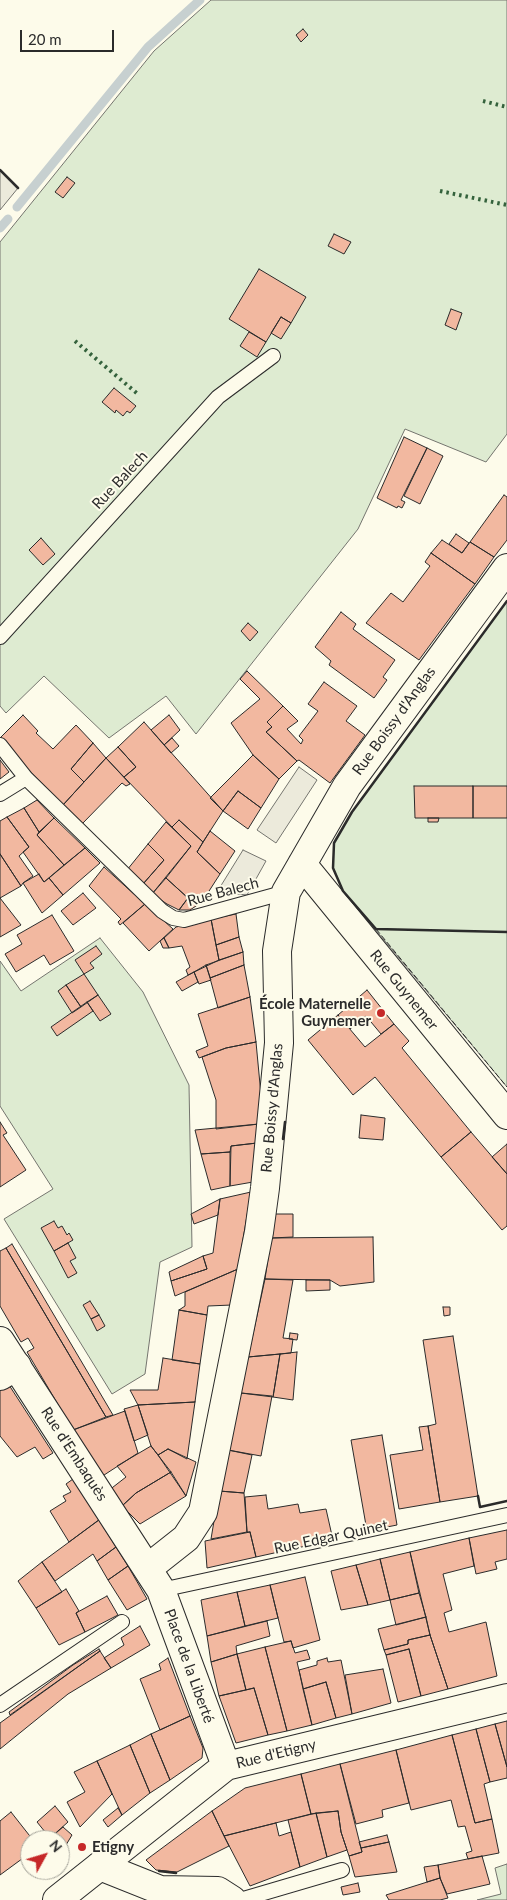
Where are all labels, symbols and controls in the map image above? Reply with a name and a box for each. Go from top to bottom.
scale bar [22,20,116,52]
text: 20 m [28,30,62,48]
street label: Rue Balech [88,447,152,513]
street label: Rue Boissy d'Anglas [349,663,439,779]
street label: Rue Balech [185,874,261,910]
street label: Rue Guynemer [366,946,442,1034]
place label: École Maternelle Guynemer [259,995,371,1030]
marker: École Maternelle Guynemer [375,1007,387,1019]
street label: Rue Boissy d'Anglas [257,1043,287,1173]
street label: Rue d'Embaquès [37,1404,111,1504]
street label: Rue Edgar Quinet [272,1516,390,1558]
street label: Place de la Liberté [160,1607,218,1725]
street label: Rue d'Etigny [234,1735,318,1773]
north arrow [20,1830,70,1880]
text: N [46,1836,66,1855]
place label: Etigny [92,1838,134,1856]
marker: Etigny [76,1841,88,1853]

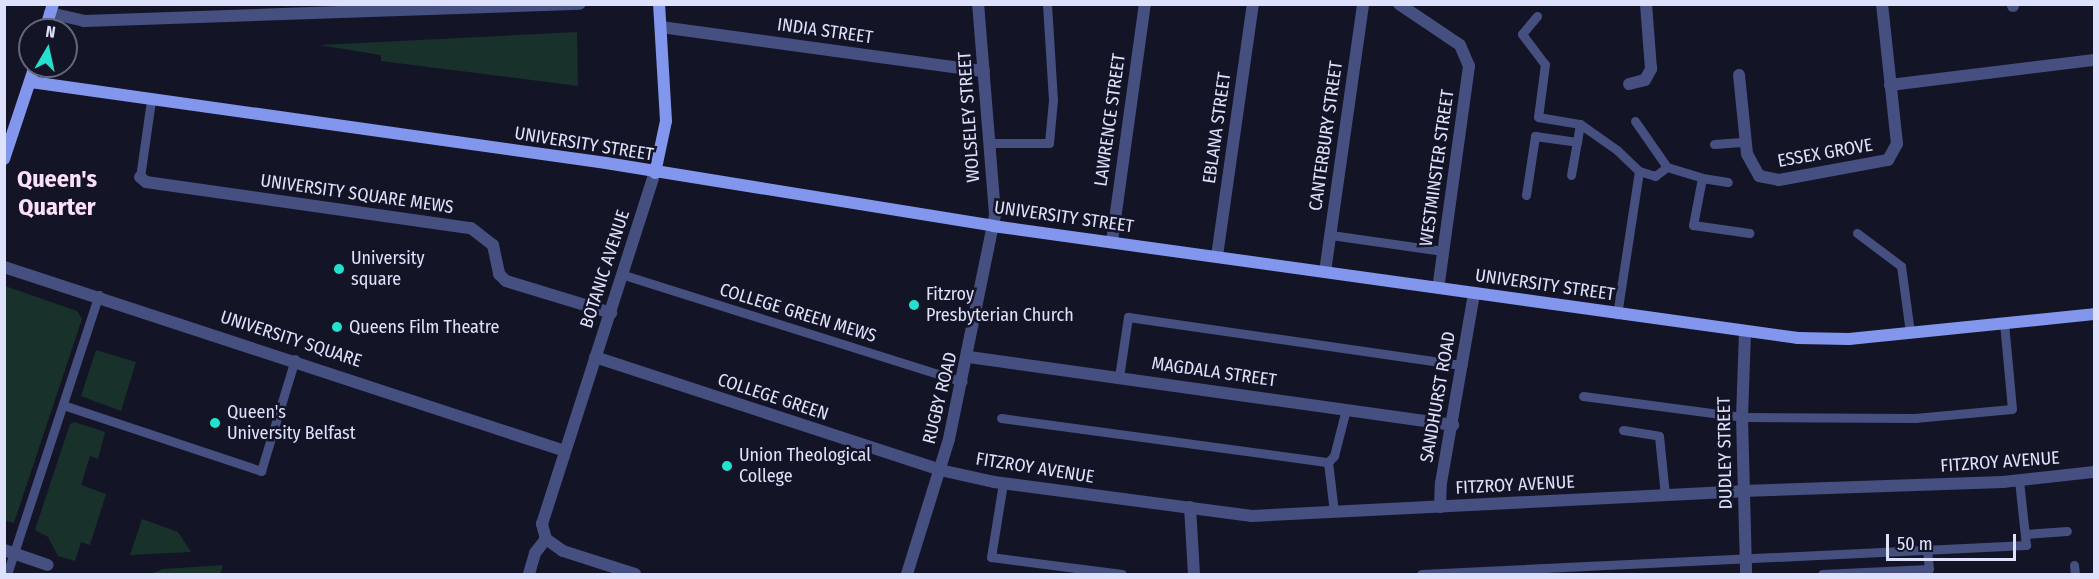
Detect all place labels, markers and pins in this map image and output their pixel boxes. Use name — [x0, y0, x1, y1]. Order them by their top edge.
place label: University square — [351, 248, 425, 290]
marker: University square — [332, 262, 346, 276]
place label: Fitzroy Presbyterian Church — [926, 284, 1074, 326]
marker: Fitzroy Presbyterian Church — [907, 298, 921, 312]
place label: Queens Film Theatre — [349, 316, 499, 338]
marker: Queens Film Theatre — [330, 320, 344, 334]
place label: Queen's University Belfast — [227, 402, 356, 444]
marker: Queen's University Belfast — [208, 416, 222, 430]
place label: Union Theological College — [739, 445, 871, 488]
marker: Union Theological College — [720, 459, 734, 473]

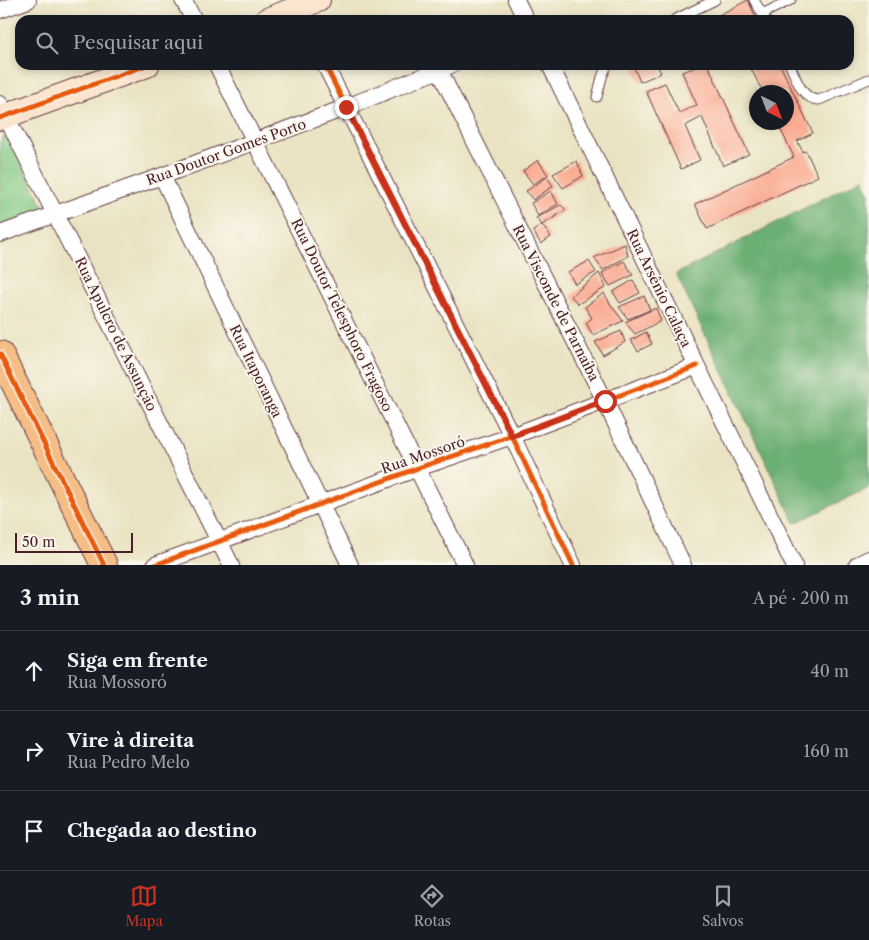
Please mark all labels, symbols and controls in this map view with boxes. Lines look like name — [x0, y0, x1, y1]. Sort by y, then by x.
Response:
search box — [15, 15, 854, 70]
icon: search — [33, 29, 61, 57]
text: Pesquisar aqui — [73, 31, 203, 54]
north arrow — [749, 85, 794, 130]
route end — [335, 96, 358, 119]
street label: Rua Doutor Gomes Porto — [144, 115, 308, 189]
street label: Rua Doutor Telesphoro Fragoso — [287, 215, 397, 415]
street label: Rua Visconde de Parnaíba — [509, 222, 604, 385]
street label: Rua Arsênio Calaça — [623, 226, 696, 351]
street label: Rua Apulcro de Assunção — [71, 254, 161, 414]
street label: Rua Itaporanga — [226, 322, 287, 421]
route start — [594, 390, 617, 413]
street label: Rua Mossoró — [379, 432, 467, 478]
scale bar — [15, 530, 132, 553]
text: 50 m — [22, 533, 55, 551]
text: 3 min — [20, 585, 80, 610]
text: A pé · 200 m — [753, 588, 849, 608]
text: Siga em frente — [67, 649, 208, 672]
icon: ahead — [20, 657, 48, 685]
text: 40 m — [810, 661, 849, 681]
text: Rua Mossoró — [67, 672, 167, 692]
text: Vire à direita — [67, 729, 194, 752]
icon: right — [20, 737, 48, 765]
text: 160 m — [804, 741, 849, 761]
text: Rua Pedro Melo — [67, 752, 190, 772]
icon: arrive — [20, 817, 48, 845]
text: Chegada ao destino — [67, 819, 257, 842]
tab: Mapa — [125, 882, 163, 930]
tab: Rotas — [414, 882, 451, 930]
tab: Salvos — [702, 882, 744, 930]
-------------------------
If an entry holds a picture, leave that picture out, and transcribe the rest of the listing above exactly.

* [ANSWER BELOW]:
Where are all labels, symbols and controls in the map image above? Reply with a name and a box for each. Go from top to bottom.
scale bar [22,20,116,52]
text: 20 m [28,30,62,48]
street label: Rue Balech [88,447,152,513]
street label: Rue Boissy d'Anglas [349,663,439,779]
street label: Rue Balech [185,874,261,910]
street label: Rue Guynemer [366,946,442,1034]
place label: École Maternelle Guynemer [259,995,371,1030]
marker: École Maternelle Guynemer [375,1007,387,1019]
street label: Rue Boissy d'Anglas [257,1043,287,1173]
street label: Rue d'Embaquès [37,1404,111,1504]
street label: Rue Edgar Quinet [272,1516,390,1558]
street label: Place de la Liberté [160,1607,218,1725]
street label: Rue d'Etigny [234,1735,318,1773]
north arrow [20,1830,70,1880]
text: N [46,1836,66,1855]
place label: Etigny [92,1838,134,1856]
marker: Etigny [76,1841,88,1853]

Detect all place labels, markers and pins in this map image and output their pixel boxes. Use name — [x0, y0, x1, y1]. Order them by their top edge.
place label: University square — [351, 248, 425, 290]
marker: University square — [332, 262, 346, 276]
place label: Fitzroy Presbyterian Church — [926, 284, 1074, 326]
marker: Fitzroy Presbyterian Church — [907, 298, 921, 312]
place label: Queens Film Theatre — [349, 316, 499, 338]
marker: Queens Film Theatre — [330, 320, 344, 334]
place label: Queen's University Belfast — [227, 402, 356, 444]
marker: Queen's University Belfast — [208, 416, 222, 430]
place label: Union Theological College — [739, 445, 871, 488]
marker: Union Theological College — [720, 459, 734, 473]

Please mark all labels, symbols and controls in this map view with boxes. Lines look like name — [x0, y0, x1, y1]. Sort by y, then by x.
Response:
search box — [15, 15, 854, 70]
icon: search — [33, 29, 61, 57]
text: Pesquisar aqui — [73, 31, 203, 54]
north arrow — [749, 85, 794, 130]
route end — [335, 96, 358, 119]
street label: Rua Doutor Gomes Porto — [144, 115, 308, 189]
street label: Rua Doutor Telesphoro Fragoso — [287, 215, 397, 415]
street label: Rua Visconde de Parnaíba — [509, 222, 604, 385]
street label: Rua Arsênio Calaça — [623, 226, 696, 351]
street label: Rua Apulcro de Assunção — [71, 254, 161, 414]
street label: Rua Itaporanga — [226, 322, 287, 421]
route start — [594, 390, 617, 413]
street label: Rua Mossoró — [379, 432, 467, 478]
scale bar — [15, 530, 132, 553]
text: 50 m — [22, 533, 55, 551]
text: 3 min — [20, 585, 80, 610]
text: A pé · 200 m — [753, 588, 849, 608]
text: Siga em frente — [67, 649, 208, 672]
icon: ahead — [20, 657, 48, 685]
text: 40 m — [810, 661, 849, 681]
text: Rua Mossoró — [67, 672, 167, 692]
text: Vire à direita — [67, 729, 194, 752]
icon: right — [20, 737, 48, 765]
text: 160 m — [804, 741, 849, 761]
text: Rua Pedro Melo — [67, 752, 190, 772]
icon: arrive — [20, 817, 48, 845]
text: Chegada ao destino — [67, 819, 257, 842]
tab: Mapa — [125, 882, 163, 930]
tab: Rotas — [414, 882, 451, 930]
tab: Salvos — [702, 882, 744, 930]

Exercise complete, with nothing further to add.